Action item – Leaving pictures aside, restate exactly the lines of the data below, from the first one through the line that contains "0 #22223b) drop-shadow(-2px".

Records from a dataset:
-- Opening Marker --
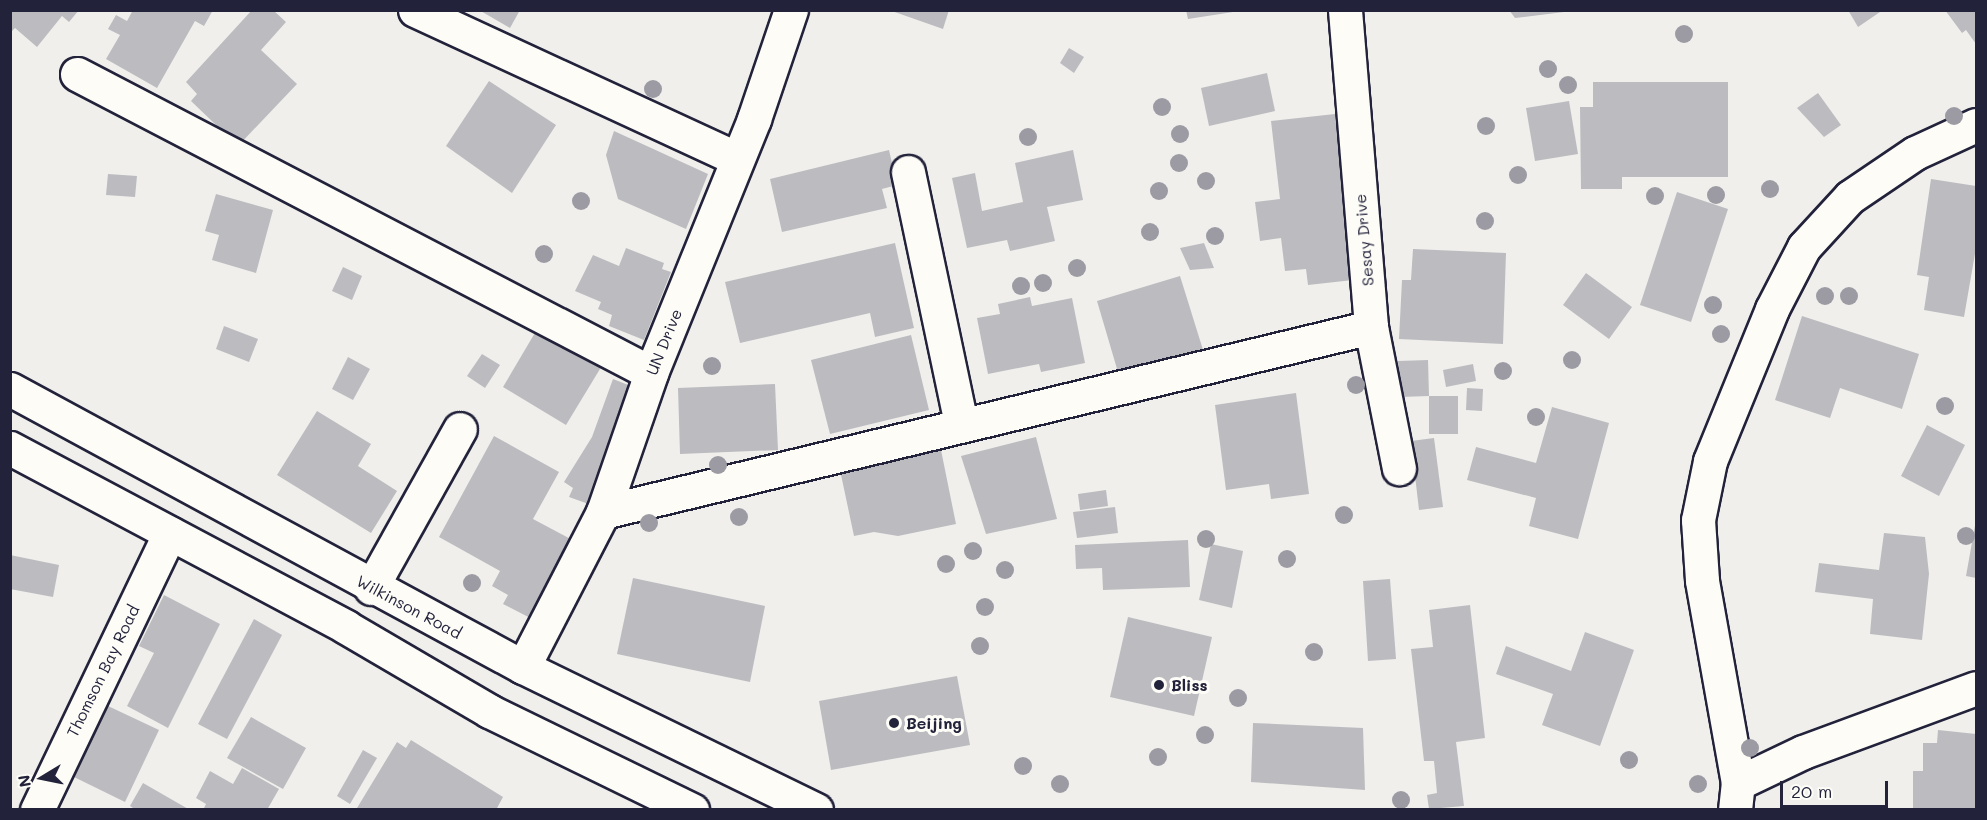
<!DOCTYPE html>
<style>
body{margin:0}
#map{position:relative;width:1987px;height:820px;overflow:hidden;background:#f0efec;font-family:Mali,sans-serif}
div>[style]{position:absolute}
.building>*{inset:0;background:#bcbcc0}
.roads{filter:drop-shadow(2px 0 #22223b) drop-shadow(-2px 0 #22223b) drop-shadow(0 2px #22223b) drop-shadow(0 -2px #22223b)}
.minor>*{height:33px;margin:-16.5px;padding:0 16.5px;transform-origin:16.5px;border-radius:16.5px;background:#fdfcf7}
.major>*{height:33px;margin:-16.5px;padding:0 16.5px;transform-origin:16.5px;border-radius:16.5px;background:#fdfcf7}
.trees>*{width:18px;height:18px;margin:-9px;border-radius:50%;background:#9c9ba3}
.dots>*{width:16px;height:16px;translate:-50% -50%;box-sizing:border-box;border:3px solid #fdfcf7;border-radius:50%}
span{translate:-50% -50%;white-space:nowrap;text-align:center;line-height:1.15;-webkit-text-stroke:6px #fdfcf7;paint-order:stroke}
.street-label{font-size:16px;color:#22223b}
.poi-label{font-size:16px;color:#22223b;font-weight:700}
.left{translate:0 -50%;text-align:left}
.frame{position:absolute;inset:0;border:12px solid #22223b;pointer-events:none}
.north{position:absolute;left:12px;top:748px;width:60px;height:60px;-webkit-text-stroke:4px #fdfcf7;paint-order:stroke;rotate:260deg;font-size:16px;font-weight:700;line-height:24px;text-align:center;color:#22223b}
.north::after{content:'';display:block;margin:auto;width:21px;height:27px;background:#22223b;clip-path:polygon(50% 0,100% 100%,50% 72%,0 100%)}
.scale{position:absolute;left:1780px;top:781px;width:108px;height:27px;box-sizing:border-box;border:3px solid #22223b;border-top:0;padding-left:8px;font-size:18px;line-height:21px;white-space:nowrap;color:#22223b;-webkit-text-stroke:4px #fdfcf7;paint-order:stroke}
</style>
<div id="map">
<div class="building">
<i style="clip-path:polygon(10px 10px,79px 10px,69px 22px,62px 16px,37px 47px,15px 28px,10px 33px)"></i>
<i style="clip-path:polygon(133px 10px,213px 10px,204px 26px,195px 21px,157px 88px,106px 59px,120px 35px,108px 29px,116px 15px,127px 21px)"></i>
<i style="clip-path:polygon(252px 10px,273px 10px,286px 22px,261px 50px,297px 84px,238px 146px,191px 101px,197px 94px,186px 82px)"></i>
<i style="clip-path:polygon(479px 10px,520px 10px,510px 28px)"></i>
<i style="clip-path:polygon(889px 10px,949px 10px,943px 29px)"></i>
<i style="clip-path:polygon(1186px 10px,1233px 10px,1233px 12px,1188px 19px)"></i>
<i style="clip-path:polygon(1509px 10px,1563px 10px,1564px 12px,1515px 18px)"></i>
<i style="clip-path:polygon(1848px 10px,1883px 10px,1858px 27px)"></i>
<i style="clip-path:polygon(1945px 10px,1976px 10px,1976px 44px,1966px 30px,1962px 33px)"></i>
<i style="clip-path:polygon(1069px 48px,1084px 57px,1074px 73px,1060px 63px)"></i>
<i style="clip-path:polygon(1267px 73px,1275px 111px,1209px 126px,1201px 88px)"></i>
<i style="clip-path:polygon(489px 81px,556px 125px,512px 193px,446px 146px)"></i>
<i style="clip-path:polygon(1593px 82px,1728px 82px,1728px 177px,1622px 177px,1622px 189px,1581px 189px,1580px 107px,1593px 107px)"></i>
<i style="clip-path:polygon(1818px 93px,1841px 125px,1824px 137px,1797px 108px)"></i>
<i style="clip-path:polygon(1569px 101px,1578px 154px,1535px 161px,1526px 108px)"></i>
<i style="clip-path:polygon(1335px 114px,1353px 280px,1308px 285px,1306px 269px,1285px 271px,1281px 238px,1260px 241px,1255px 202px,1280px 199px,1271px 121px)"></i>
<i style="clip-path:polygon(614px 131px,708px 174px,686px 229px,618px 199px,606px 155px)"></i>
<i style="clip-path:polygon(889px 150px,897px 185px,882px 189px,887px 208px,782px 232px,770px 179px)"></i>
<i style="clip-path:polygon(1073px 150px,1083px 200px,1047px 207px,1055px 241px,1010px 251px,1007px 240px,967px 248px,952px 178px,975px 173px,982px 211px,1023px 202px,1015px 163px)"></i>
<i style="clip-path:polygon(108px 174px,137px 176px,135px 197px,106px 195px)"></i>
<i style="clip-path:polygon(1931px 179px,1976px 186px,1976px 248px,1964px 317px,1924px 310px,1929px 277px,1917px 275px)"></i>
<i style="clip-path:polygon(1677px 192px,1728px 209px,1691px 322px,1640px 305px)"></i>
<i style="clip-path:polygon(216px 194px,273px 210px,256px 273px,212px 260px,219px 235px,205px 231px)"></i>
<i style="clip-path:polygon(895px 243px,914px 328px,875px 337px,870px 313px,740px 343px,725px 282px)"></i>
<i style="clip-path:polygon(1204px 243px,1214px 268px,1190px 270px,1180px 248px)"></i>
<i style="clip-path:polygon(626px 248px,664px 263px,662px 269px,671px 272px,644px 340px,609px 326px,612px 315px,598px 309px,601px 302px,575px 291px,593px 255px,619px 266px)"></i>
<i style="clip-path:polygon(1413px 249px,1506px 253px,1503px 344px,1399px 339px,1402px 280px,1411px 280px)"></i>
<i style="clip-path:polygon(343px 267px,362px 276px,352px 300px,332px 291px)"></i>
<i style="clip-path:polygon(1586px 273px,1632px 307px,1609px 339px,1563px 305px)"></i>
<i style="clip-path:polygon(1180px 276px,1204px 353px,1120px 379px,1097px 301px)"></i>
<i style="clip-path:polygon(1030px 297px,1032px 306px,1072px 298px,1085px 363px,1041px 372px,1039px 364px,988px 374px,977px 318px,1000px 314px,998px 304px)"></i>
<i style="clip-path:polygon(1802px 316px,1919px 354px,1902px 409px,1840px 388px,1830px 418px,1775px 400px)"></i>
<i style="clip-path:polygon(224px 326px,258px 339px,249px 362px,216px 349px)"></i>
<i style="clip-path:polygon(539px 326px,603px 364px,566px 425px,503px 387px)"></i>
<i style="clip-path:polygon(911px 335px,929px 410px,830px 434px,811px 360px)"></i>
<i style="clip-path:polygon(482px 354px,500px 365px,485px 388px,467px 376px)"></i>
<i style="clip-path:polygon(348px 357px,370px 369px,353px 400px,332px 389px)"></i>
<i style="clip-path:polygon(1428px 360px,1429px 396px,1400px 397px,1398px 361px)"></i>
<i style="clip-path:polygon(1473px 364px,1476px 381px,1446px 387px,1443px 370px)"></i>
<i style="clip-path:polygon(613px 379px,641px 390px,597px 507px,569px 497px,573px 488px,564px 482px,592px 437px)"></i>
<i style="clip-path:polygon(775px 384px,778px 450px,680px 454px,678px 388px)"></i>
<i style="clip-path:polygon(1467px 388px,1483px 389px,1482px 411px,1466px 410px)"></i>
<i style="clip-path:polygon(1296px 393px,1309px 494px,1271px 499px,1269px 484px,1226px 490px,1215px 405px)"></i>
<i style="clip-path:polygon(1429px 396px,1458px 396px,1458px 434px,1429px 434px)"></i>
<i style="clip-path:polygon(1552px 407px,1609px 423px,1578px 539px,1529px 526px,1536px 498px,1467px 480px,1476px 447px,1536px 463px)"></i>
<i style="clip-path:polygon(317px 411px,371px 444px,358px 466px,397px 491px,371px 533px,277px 475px)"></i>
<i style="clip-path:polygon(1927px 425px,1965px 445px,1939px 496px,1901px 476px)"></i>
<i style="clip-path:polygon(494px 436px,559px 472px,533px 519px,580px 544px,538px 622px,503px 604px,508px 595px,492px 586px,500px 571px,439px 537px)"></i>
<i style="clip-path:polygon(1036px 437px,1057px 519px,986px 534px,961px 456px)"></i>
<i style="clip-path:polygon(1434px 438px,1443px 507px,1419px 510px,1411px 441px)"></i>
<i style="clip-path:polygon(941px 450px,956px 524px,898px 536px,874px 532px,854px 536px,840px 470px)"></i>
<i style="clip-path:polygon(1106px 490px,1108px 506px,1080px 510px,1078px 494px)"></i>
<i style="clip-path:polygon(1115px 507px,1118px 533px,1077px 538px,1073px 512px)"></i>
<i style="clip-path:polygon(1976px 520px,1976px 578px,1966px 576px)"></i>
<i style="clip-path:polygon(1884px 533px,1925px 537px,1929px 574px,1922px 640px,1870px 634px,1873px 599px,1815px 592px,1819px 563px,1879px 570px)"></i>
<i style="clip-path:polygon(1188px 540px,1190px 587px,1103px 590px,1102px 568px,1076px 569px,1075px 545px)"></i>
<i style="clip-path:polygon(1211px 544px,1243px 551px,1232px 608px,1199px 600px)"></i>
<i style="clip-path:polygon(10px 555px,59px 565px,53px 597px,10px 589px)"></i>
<i style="clip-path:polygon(633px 578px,765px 606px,750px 682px,617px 654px)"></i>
<i style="clip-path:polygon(1390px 579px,1396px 659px,1368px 661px,1363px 581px)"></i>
<i style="clip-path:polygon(164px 595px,220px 624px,168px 728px,127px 706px,154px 653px,139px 646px)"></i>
<i style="clip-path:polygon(1470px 605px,1485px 738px,1456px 742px,1464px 806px,1429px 809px,1427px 795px,1437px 793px,1434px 761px,1424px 761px,1411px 649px,1433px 647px,1429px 610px)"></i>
<i style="clip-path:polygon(1128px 617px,1212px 637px,1194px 716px,1110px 697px)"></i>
<i style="clip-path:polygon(254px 619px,282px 635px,227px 739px,198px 724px)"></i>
<i style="clip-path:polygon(1585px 632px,1634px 650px,1600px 746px,1542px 725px,1553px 694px,1496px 674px,1506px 646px,1571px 671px)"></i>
<i style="clip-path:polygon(957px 676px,970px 745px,831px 770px,819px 701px)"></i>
<i style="clip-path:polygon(108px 706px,159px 730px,125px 802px,74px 777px)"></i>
<i style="clip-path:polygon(251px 717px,306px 748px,283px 789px,227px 758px)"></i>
<i style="clip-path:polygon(1253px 723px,1363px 728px,1365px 790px,1251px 782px)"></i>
<i style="clip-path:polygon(1938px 730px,1976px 734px,1976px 810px,1913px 810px,1913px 771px,1923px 771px,1923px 743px,1937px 743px)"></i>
<i style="clip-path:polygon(411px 740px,503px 797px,496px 810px,357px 808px,397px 742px,406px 748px)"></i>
<i style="clip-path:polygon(363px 750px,377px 758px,350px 804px,337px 796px)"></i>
<i style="clip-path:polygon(242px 768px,279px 789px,267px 810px,203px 810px,206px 804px,196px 798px,210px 771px,233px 784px)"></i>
<i style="clip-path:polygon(143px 783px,190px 810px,136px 810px,130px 806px)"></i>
</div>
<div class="roads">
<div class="minor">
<i style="left:415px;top:10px;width:353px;rotate:24.8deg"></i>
<i style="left:1345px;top:10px;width:318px;rotate:85.3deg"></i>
<i style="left:1371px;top:327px;width:144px;rotate:78.8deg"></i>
<i style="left:77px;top:74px;width:647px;rotate:27.52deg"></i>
<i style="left:908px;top:172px;width:258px;rotate:78.1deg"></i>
<i style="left:603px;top:512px;width:790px;rotate:-13.54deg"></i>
<i style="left:371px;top:588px;width:182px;rotate:-60.8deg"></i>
<i style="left:523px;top:667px;width:174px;rotate:-62.7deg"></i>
<i style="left:603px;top:512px;width:147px;rotate:-70.9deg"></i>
<i style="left:651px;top:373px;width:274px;rotate:-67.9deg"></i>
<i style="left:754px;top:119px;width:115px;rotate:-71.3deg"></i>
<i style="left:1738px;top:783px;width:72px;rotate:-25.5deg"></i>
<i style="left:1803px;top:752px;width:184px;rotate:-20.3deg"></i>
<i style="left:37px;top:810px;width:307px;rotate:-64.4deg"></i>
<i style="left:1735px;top:810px;width:27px;rotate:-84deg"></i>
<i style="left:1738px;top:783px;width:206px;rotate:-100.1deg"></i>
<i style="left:1702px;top:580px;width:60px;rotate:-93.8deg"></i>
<i style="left:1698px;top:520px;width:60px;rotate:-78.5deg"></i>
<i style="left:1710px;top:461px;width:164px;rotate:-67.8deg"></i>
<i style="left:1772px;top:309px;width:70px;rotate:-62.7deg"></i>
<i style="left:1804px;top:247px;width:68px;rotate:-47.4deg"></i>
<i style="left:1850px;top:197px;width:78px;rotate:-34.1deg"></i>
<i style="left:1915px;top:153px;width:67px;rotate:-24.7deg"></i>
</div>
<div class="major">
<i style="left:10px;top:389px;width:583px;rotate:28.45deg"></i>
<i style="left:523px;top:667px;width:326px;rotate:26deg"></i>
<i style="left:10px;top:448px;width:381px;rotate:28deg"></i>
<i style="left:346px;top:627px;width:166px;rotate:30.4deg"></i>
<i style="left:489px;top:711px;width:226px;rotate:26deg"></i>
</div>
</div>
<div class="trees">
<i style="left:1684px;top:34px"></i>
<i style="left:1548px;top:69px"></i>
<i style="left:1568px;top:85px"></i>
<i style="left:653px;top:89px"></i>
<i style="left:1162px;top:107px"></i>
<i style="left:1954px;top:116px"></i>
<i style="left:1486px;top:126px"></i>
<i style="left:1180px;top:134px"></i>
<i style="left:1028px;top:137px"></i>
<i style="left:1179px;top:163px"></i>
<i style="left:1518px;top:175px"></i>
<i style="left:1206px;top:181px"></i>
<i style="left:1770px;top:189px"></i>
<i style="left:1159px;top:191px"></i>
<i style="left:1716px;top:195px"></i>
<i style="left:1655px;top:196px"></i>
<i style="left:581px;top:201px"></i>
<i style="left:1485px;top:221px"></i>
<i style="left:1150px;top:232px"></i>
<i style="left:1215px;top:236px"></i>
<i style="left:544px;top:254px"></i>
<i style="left:1077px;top:268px"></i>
<i style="left:1043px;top:283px"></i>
<i style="left:1021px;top:286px"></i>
<i style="left:1825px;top:296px"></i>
<i style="left:1849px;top:296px"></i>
<i style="left:1713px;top:305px"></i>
<i style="left:1721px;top:334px"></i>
<i style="left:1572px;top:360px"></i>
<i style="left:712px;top:366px"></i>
<i style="left:1503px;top:371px"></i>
<i style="left:1356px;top:385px"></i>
<i style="left:1945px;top:406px"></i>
<i style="left:1536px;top:417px"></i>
<i style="left:718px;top:465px"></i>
<i style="left:1344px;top:515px"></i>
<i style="left:739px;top:517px"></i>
<i style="left:649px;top:523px"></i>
<i style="left:1966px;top:536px"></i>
<i style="left:1206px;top:539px"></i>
<i style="left:973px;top:551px"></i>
<i style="left:1287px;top:559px"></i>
<i style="left:946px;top:564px"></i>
<i style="left:1005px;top:570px"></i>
<i style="left:472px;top:583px"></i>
<i style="left:985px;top:607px"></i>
<i style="left:980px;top:646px"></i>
<i style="left:1314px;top:652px"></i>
<i style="left:1238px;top:698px"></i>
<i style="left:1205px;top:735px"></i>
<i style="left:1750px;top:748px"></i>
<i style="left:1158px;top:757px"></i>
<i style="left:1629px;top:760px"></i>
<i style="left:1023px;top:766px"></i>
<i style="left:1060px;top:784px"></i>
<i style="left:1698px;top:784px"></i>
<i style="left:1401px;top:800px"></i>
</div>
<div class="dots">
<i style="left:1159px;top:685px;background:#22223b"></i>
<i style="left:894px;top:723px;background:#22223b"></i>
</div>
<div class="street-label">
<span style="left:1364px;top:240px;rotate:-95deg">Sesay Drive</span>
<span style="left:664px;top:342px;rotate:-68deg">UN Drive</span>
<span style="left:409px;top:607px;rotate:28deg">Wilkinson Road</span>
<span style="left:103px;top:671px;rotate:-64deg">Thomson Bay Road</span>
</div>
<div class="poi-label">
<span class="left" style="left:1171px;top:685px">Bliss</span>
<span class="left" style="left:906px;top:723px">Beijing</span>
</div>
<div class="frame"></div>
<div class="north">N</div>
<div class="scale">20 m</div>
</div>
-- Closing Marker --
Expected answer –
<!DOCTYPE html>
<style>
body{margin:0}
#map{position:relative;width:1987px;height:820px;overflow:hidden;background:#f0efec;font-family:Mali,sans-serif}
div>[style]{position:absolute}
.building>*{inset:0;background:#bcbcc0}
.roads{filter:drop-shadow(2px 0 #22223b) drop-shadow(-2px 0 #22223b) drop-shadow(0 2px #22223b) drop-shadow(0 -2px #22223b)}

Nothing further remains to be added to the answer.